Une autre lacune de ce projet de loi est qu'il ne prévoit aucun moyen de contrôler le Président du Conseil National et les présidents des conseils régionaux. Une formule à mettre au point sauvegarderait la démocratie et les risques d'excès de pouvoir.
- Où en êtes-vous actuellement dans les pourparlers avec le Ministère de l'Intérieur et les partis politiques à la Chambre?
- Je suis plus optimiste que mes confrères. Nous avons bon espoir que le texte ne passe pas en l'état. Nous avons fait des suggestions d'amendements et nous avons aussi demandé le retrait du texte pour que les études soient plus approfondies.
- Ce projet date de 1986, pourquoi n'avez-vous pas protesté à l'époque?

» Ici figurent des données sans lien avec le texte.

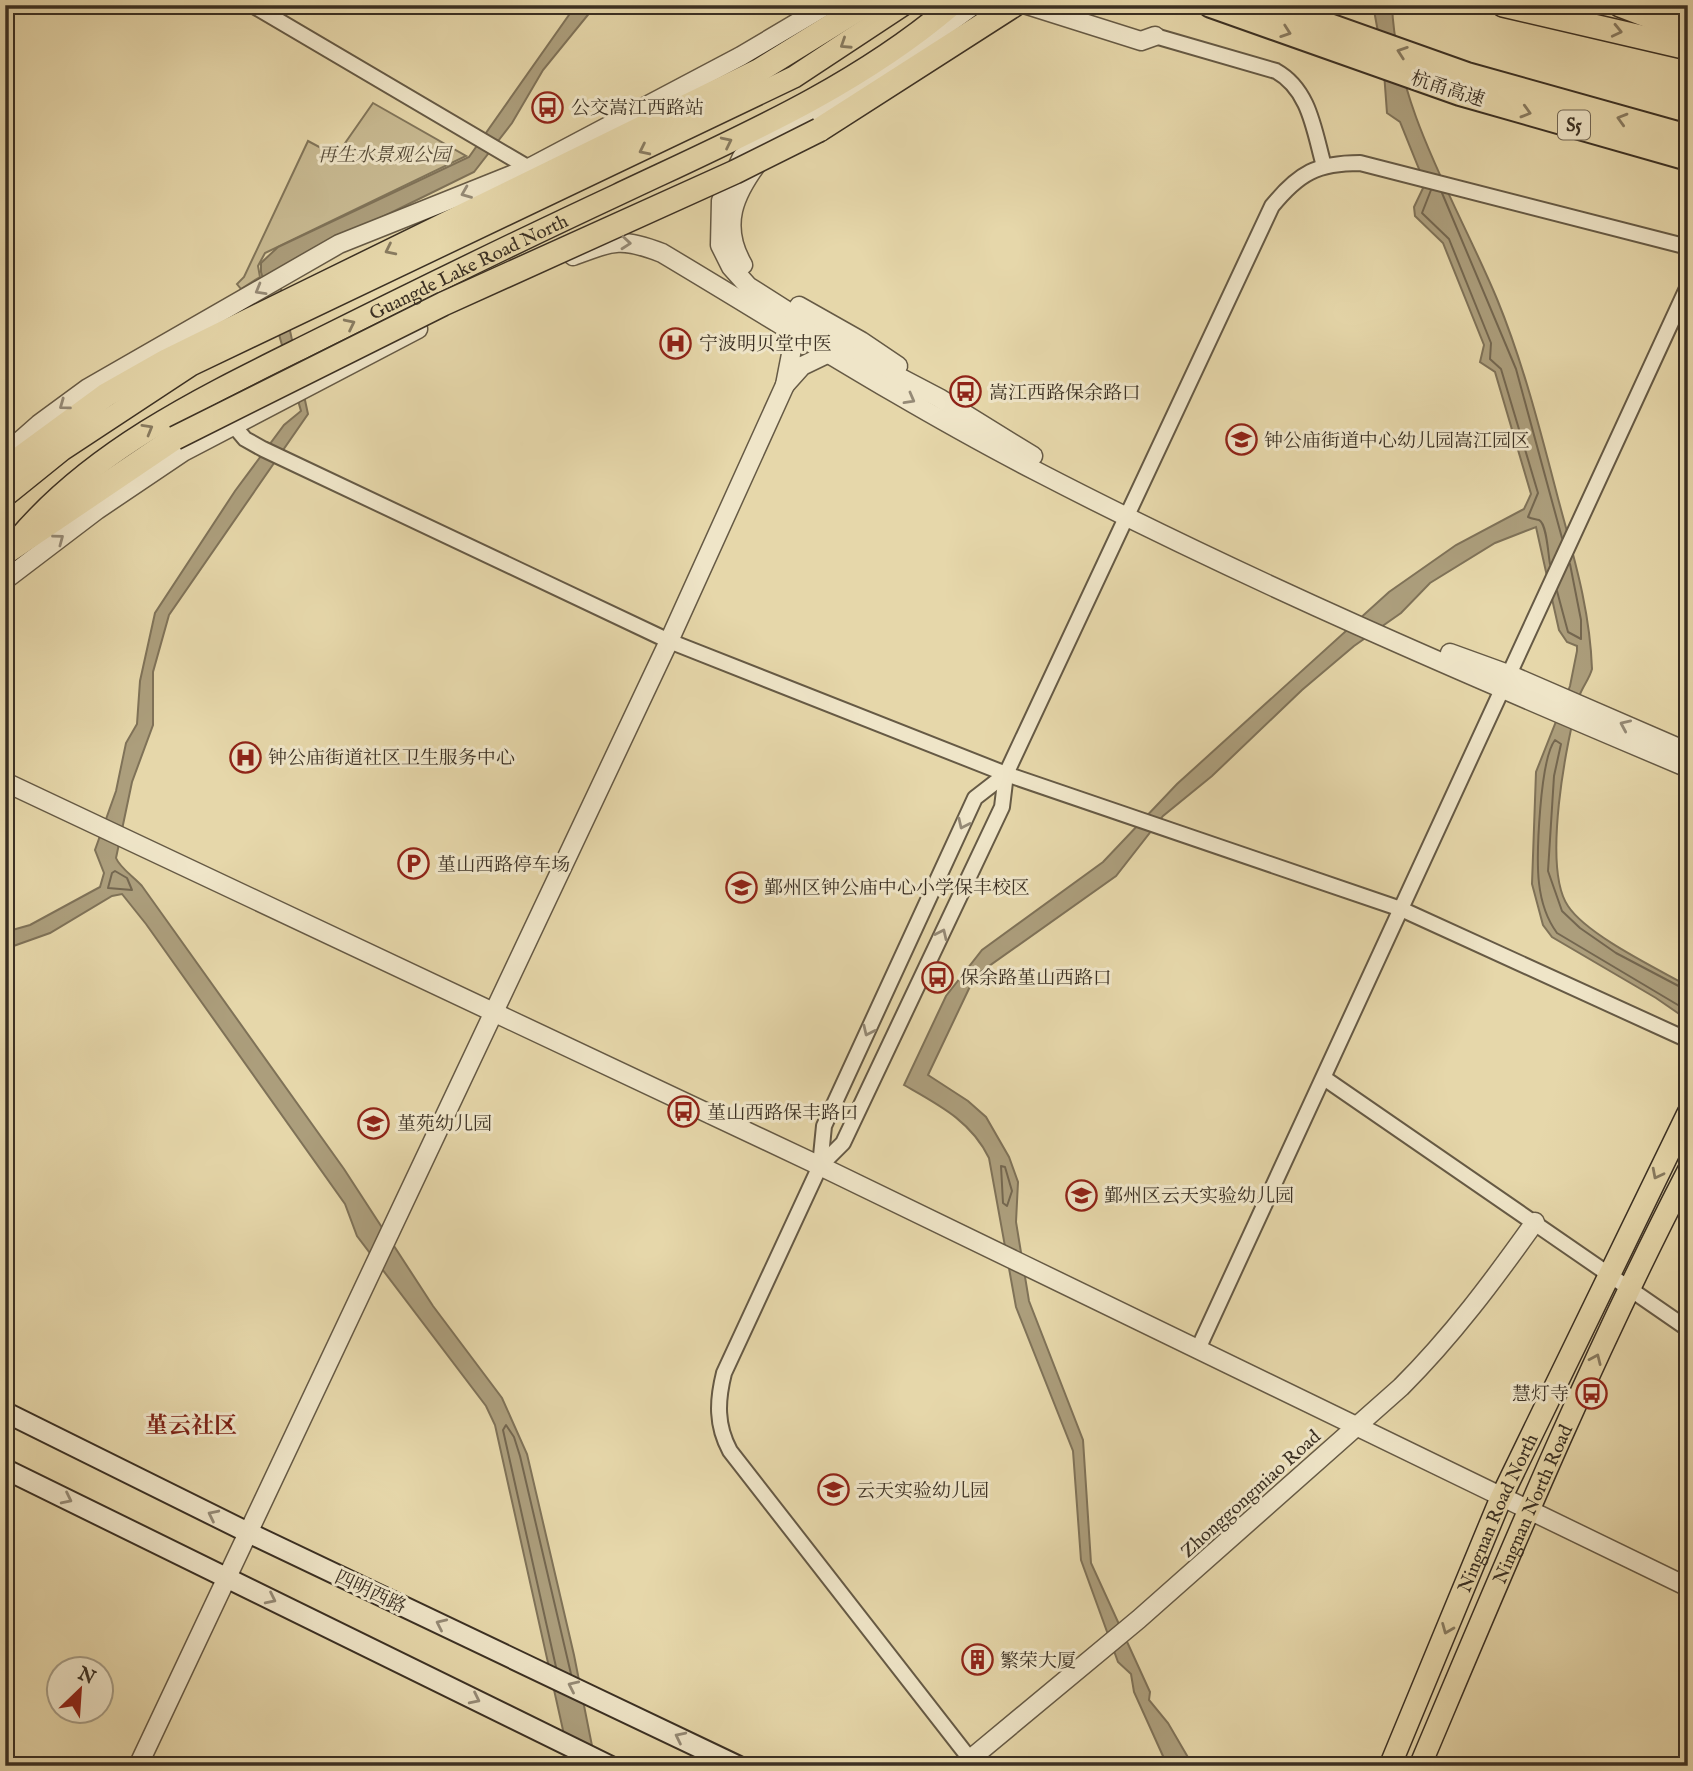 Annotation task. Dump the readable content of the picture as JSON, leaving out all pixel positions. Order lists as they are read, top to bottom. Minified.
{"streets":{"highway":["杭甬高速","S5"],"main road":["Guangde Lake Road North","Ningnan North Road","Ningnan Road North","四明西路"],"street":["Zhonggongmiao Road"]},"one_way":["Ningnan North Road","Ningnan Road North"],"districts":["堇云社区"],"parks":["再生水景观公园"],"places":{"bus stop":["公交嵩江西路站","嵩江西路保余路口","保余路堇山西路口","堇山西路保丰路口","慧灯寺"],"hospital":["宁波明贝堂中医","钟公庙街道社区卫生服务中心"],"school or university":["钟公庙街道中心幼儿园嵩江园区","鄞州区钟公庙中心小学保丰校区","堇苑幼儿园","鄞州区云天实验幼儿园","云天实验幼儿园"],"parking":["堇山西路停车场"],"building":["繁荣大厦"]},"north":"top right"}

- Si, nous avions réagi, puis il est resté dans un tiroir pour réapparaître fin 91. En fait, même si ce texte a été adopté en 1986, l'année de sa rédaction, il aurait dû être abrogé à l'heure actuelle, avec la tendance internationale. Si on regarde ce qui s'est passé en Algérie, on voit qu'il y a beaucoup de construction et peu d'architecture parce que celle-ci a été pendant longtemps pratiquée par la forme préconisée par ce projet de texte.
- Si le texte passe?
- Ce sera une catastrophe. Je pense que les Représentants ont bien conscience que l'histoire d'un pays s'écrit en partie avec ses monuments et que la Chambre ne prendra pas le risque d'effacer le rôle de l'architecte. Mais si ce projet est adopté, nous demanderons un recours à S.M. Le Roi. Ce projet ne concerne pas seulement les architectes, mais l'ensemble de la Nation. Les architectes ne sont que les acteurs du patrimoine bâti.

Propos recueillis par Laïla Triki

(1) Il s'agit du projet de loi relatif à l'exercice de la profession d'Architecte et à l'institution de l'Ordre National des Architectes. Les architectes ont exprimé le refus de ce texte à plusieurs reprises.